**Description of the task**.
Search the data for the word "Keep" and copy every line where it occurs.

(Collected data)
--- --- ---

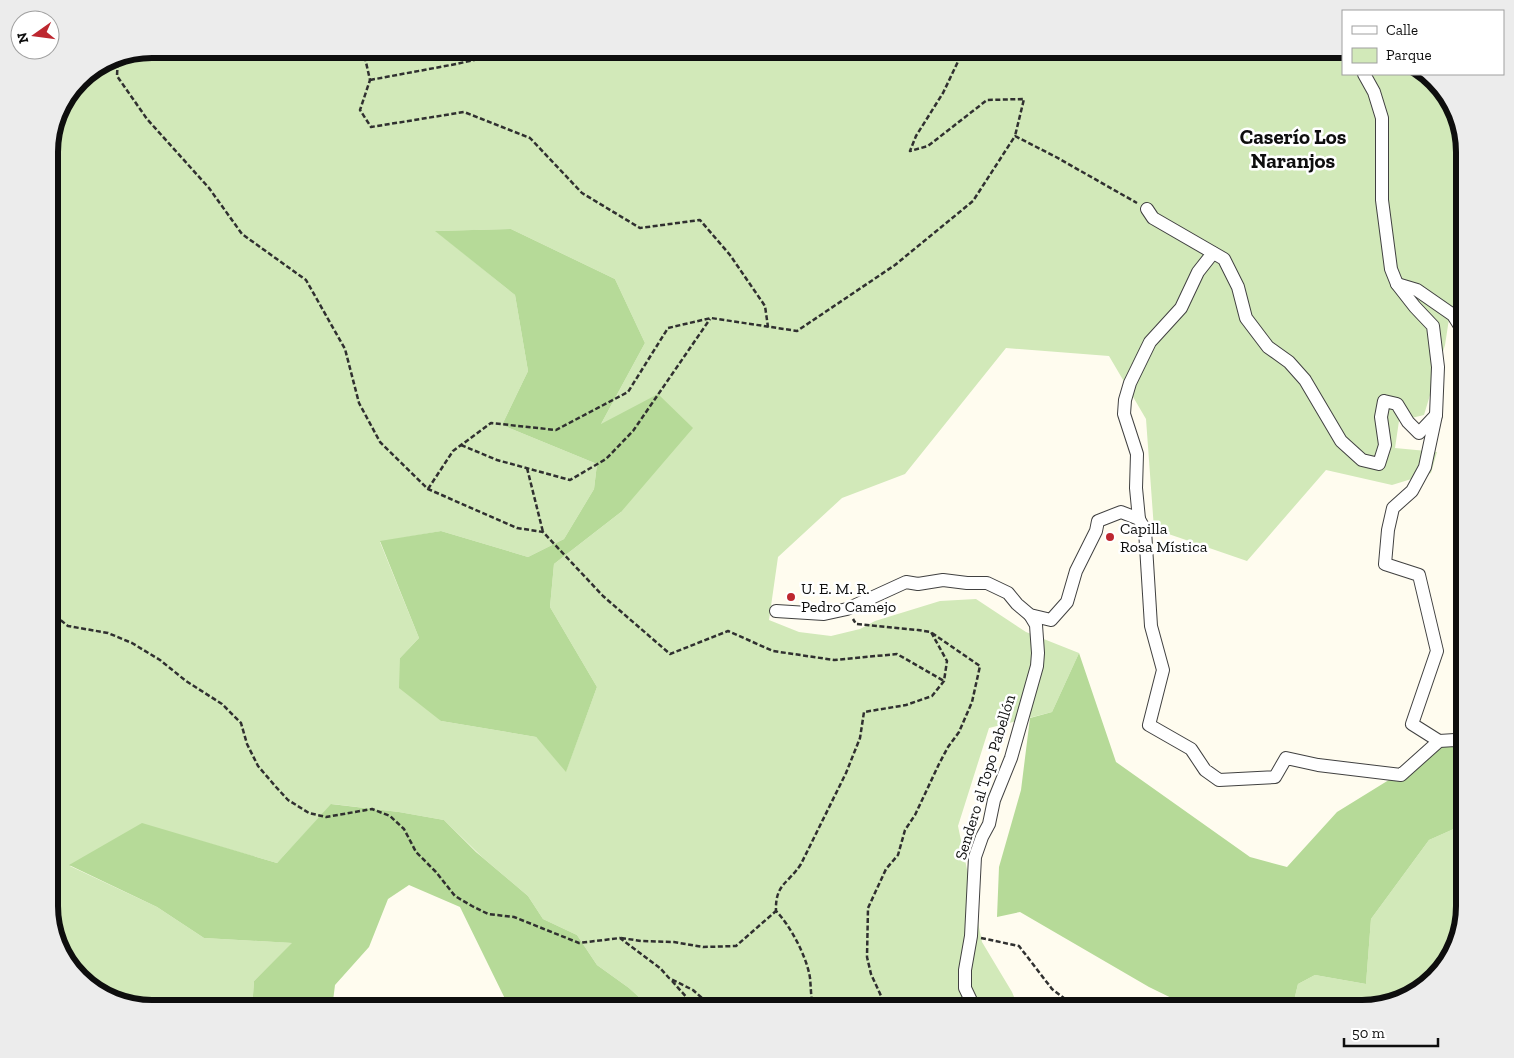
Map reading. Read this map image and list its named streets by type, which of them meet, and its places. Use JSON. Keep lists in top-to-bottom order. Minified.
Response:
{"streets":{"street":["Sendero al Topo Pabellón"]},"districts":["Caserío Los Naranjos"],"places":["Capilla Rosa Mística","U. E. M. R. Pedro Camejo"],"legend":["Calle","Parque"],"scale_bar":"50 m","north":"left"}
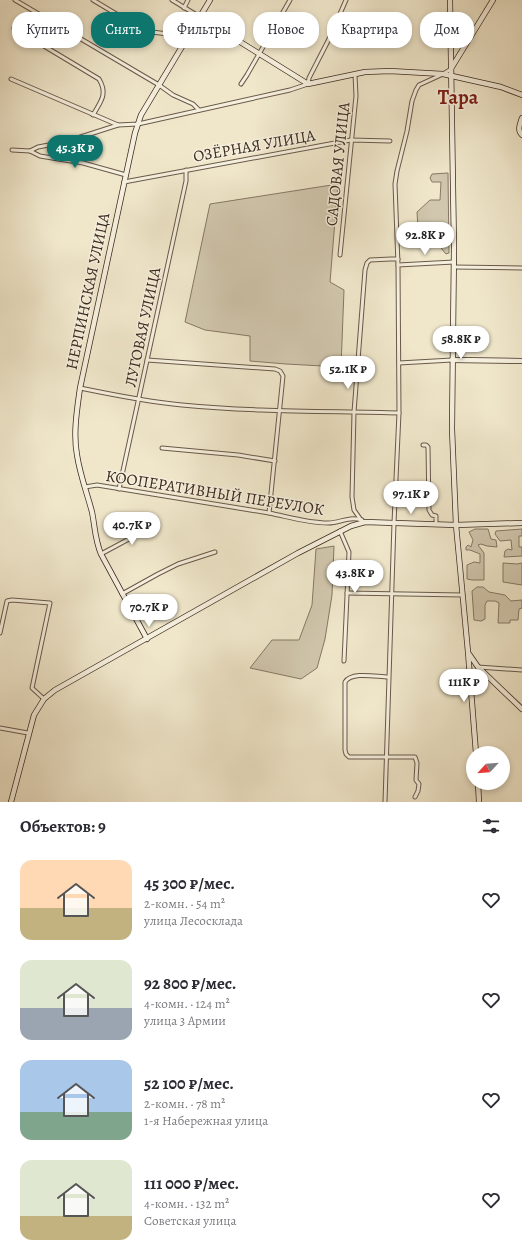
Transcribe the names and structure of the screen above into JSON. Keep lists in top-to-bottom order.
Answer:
{
  "streets": {
    "main road": ["НЕРПИНСКАЯ УЛИЦА"],
    "street": [
      "ОЗЁРНАЯ УЛИЦА",
      "САДОВАЯ УЛИЦА",
      "ЛУГОВАЯ УЛИЦА",
      "КООПЕРАТИВНЫЙ ПЕРЕУЛОК"
    ]
  },
  "crossings": [
    ["ОЗЁРНАЯ УЛИЦА", "САДОВАЯ УЛИЦА"],
    ["ОЗЁРНАЯ УЛИЦА", "НЕРПИНСКАЯ УЛИЦА"],
    ["ОЗЁРНАЯ УЛИЦА", "ЛУГОВАЯ УЛИЦА"],
    ["НЕРПИНСКАЯ УЛИЦА", "КООПЕРАТИВНЫЙ ПЕРЕУЛОК"],
    ["ЛУГОВАЯ УЛИЦА", "КООПЕРАТИВНЫЙ ПЕРЕУЛОК"]
  ],
  "districts": ["Тара"],
  "north": "bottom left",
  "page": {
    "chip": [
      "Купить",
      "Снять",
      "Фильтры",
      "Новое",
      "Квартира",
      "Дом"
    ],
    "price": [
      "45.3K ₽",
      "92.8K ₽",
      "58.8K ₽",
      "52.1K ₽",
      "97.1K ₽",
      "40.7K ₽",
      "43.8K ₽",
      "70.7K ₽",
      "111K ₽"
    ],
    "heading": "Объектов: 9",
    "list": [
      {
        "name": "45 300 ₽/мес.",
        "note": "2-комн. · 54 m² · улица Лесосклада"
      },
      {
        "name": "92 800 ₽/мес.",
        "note": "4-комн. · 124 m² · улица 3 Армии"
      },
      {
        "name": "52 100 ₽/мес.",
        "note": "2-комн. · 78 m² · 1-я Набережная улица"
      },
      {
        "name": "111 000 ₽/мес.",
        "note": "4-комн. · 132 m² · Советская улица"
      }
    ]
  }
}
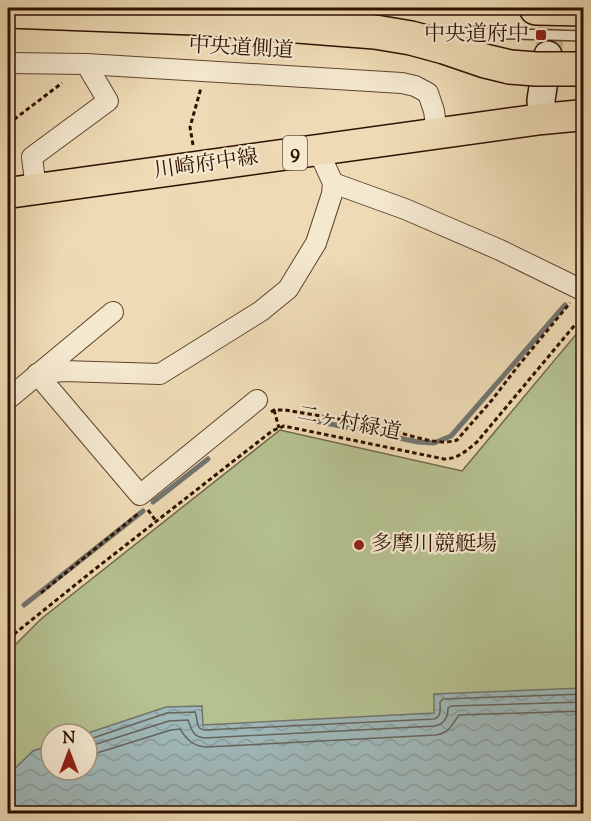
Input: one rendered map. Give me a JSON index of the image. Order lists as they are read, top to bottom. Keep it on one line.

--- --- ---

**Response below**.
Map reading. Read this map image and list its named streets by type, which of them meet, and its places. Use JSON. Keep lists in top-to-bottom order. Minified.
Transcribe the names and structure of the screen above into JSON. Keep lists in top-to-bottom order.
Input: one rendered map. Give me a JSON index of the image. Order lists as they are read, top to bottom. Keep it on one line.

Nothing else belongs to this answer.